Recent Midd alum, Maria Bobbitt-Chertock ’19.5, known by their stage name Maria BC, has been signed to the major music festival South by Southwest (SXSW), which will take place from March 14–20, 2022 in Austin, Texas.
The SXSW festival brands itself as a venue for emerging talent but also includes a handful of more established musicians like Horsegirl, Maxo Kream and Poppy Ajudha. Maria BC, who was signed by the independent UK-based record label Fear Of Missing Out Records last year, re-released their EP “Devil’s Rain” in February. Maria BC will join 240 other artists performing at the festival.
SXSW festival director James Minor announced the lineup in late October.
“Our first round of Showcasing Artists is a taste of what you can expect to see at SXSW 2022; a diverse lineup full of adventurous talent that’s ripe for discovery. We’re looking forward to bringing the music world back together next March to see where we’re headed,” said Minor in a press release.
SXSW will be the largest festival Maria BC has played thus far.
“I’m most nervous about actually playing because I have terrible stage fright. I’m nervous about being nervous. My hands shake and my voice shakes,” Maria BC said in an interview with The Campus. Still, they are excited to meet artists who they have only ever communicated with online and to play music with new friends.
Maria BC has been writing songs for as long as they can remember. “Songwriting feels natural and [like] a compulsion, and even if I don’t have the time or energy, I’ll feel compelled to do it anyway. I don’t know why but it’s the medium of making sense of the world that I am most drawn to,” they said.

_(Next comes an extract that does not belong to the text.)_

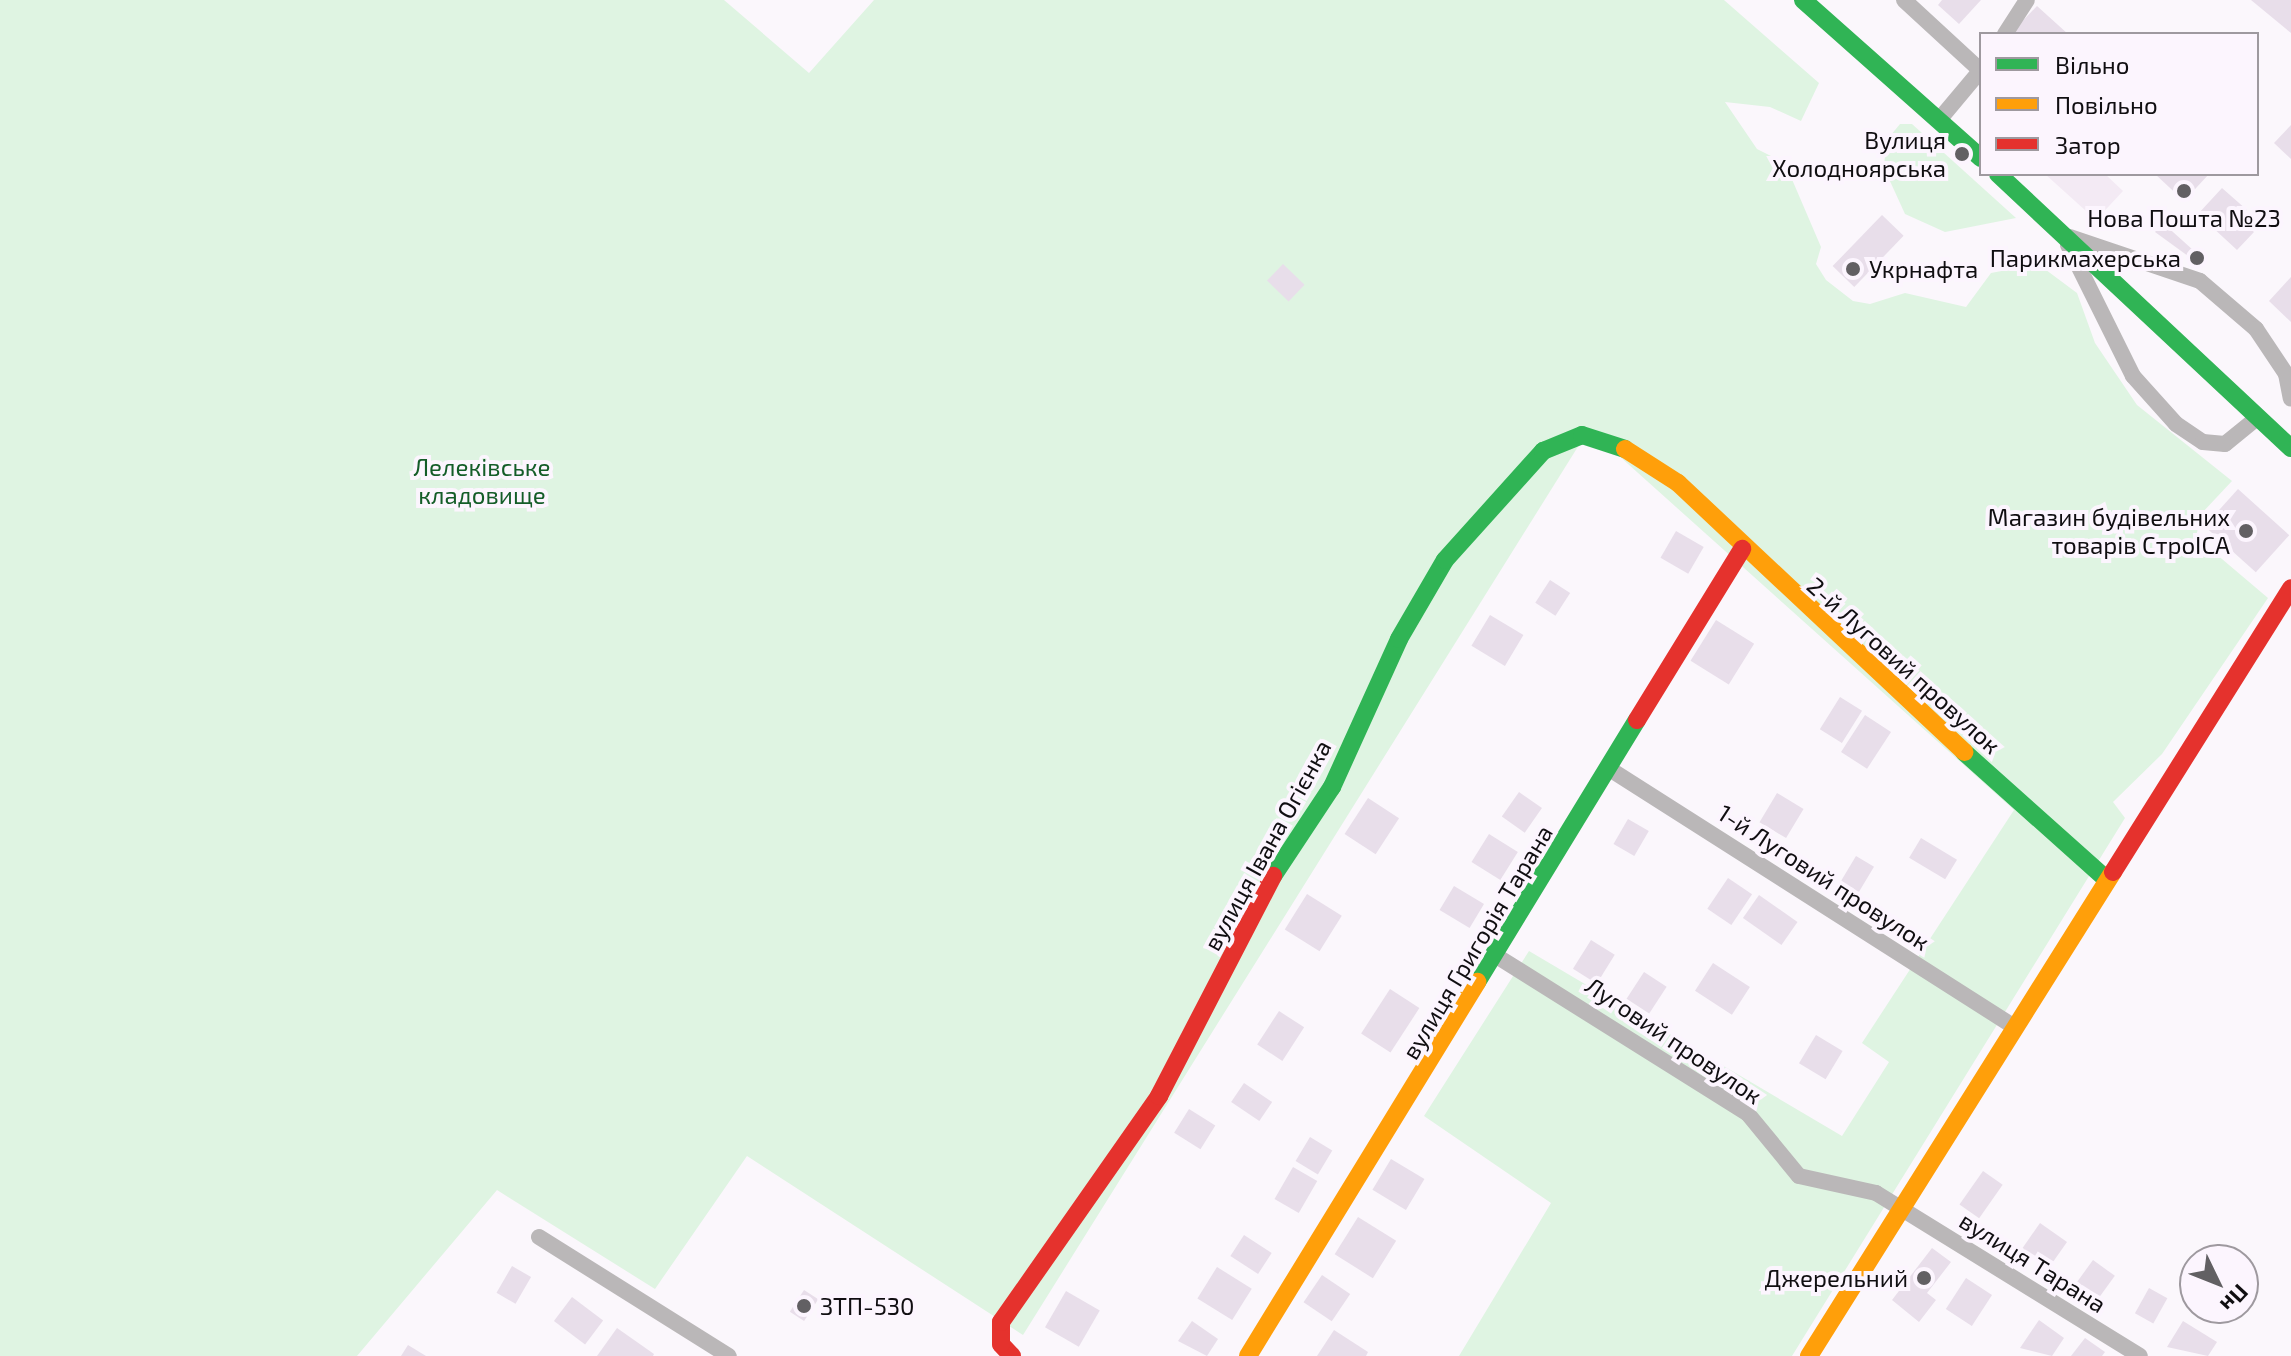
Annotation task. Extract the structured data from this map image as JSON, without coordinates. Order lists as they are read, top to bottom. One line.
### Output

They reminisced about writing little songs to entertain themself when they were alone as a child. As they grew up, songwriting and playing music was a largely private part of their identity. “If I shared it with people it was usually recordings for a couple of friends and strangers on the internet,” Maria BC said.
This all changed when they were 19 and the artist Squirrel Flower came to perform at Middlebury, who happened to be a good friend of Maria BC’s partner. Maria BC played their songs to a real audience for the first time when they opened for Squirrel Flower at the college.
“After that, songwriting felt a little less forbidden,” they said. They started playing more shows, including WRMC events and house shows, and felt welcomed by the tight-knit music and songwriting community at the college.
After graduating in February 2020, Maria BC immediately moved to New York. Three weeks later, the pandemic hit. Though they initially thought lockdown would limit career opportunities, the time alone afforded them an unexpected chance to work on their music. “I had this crisis… but I had to dramatically reassess my sense of who I was,” they said.
Though the pandemic came with many challenges and stressors, it proved to become a productive time for their music. “I had a lot of very cherished alone time to write songs and record and just indulge that part of me that felt very driven to do that,” Maria BC said.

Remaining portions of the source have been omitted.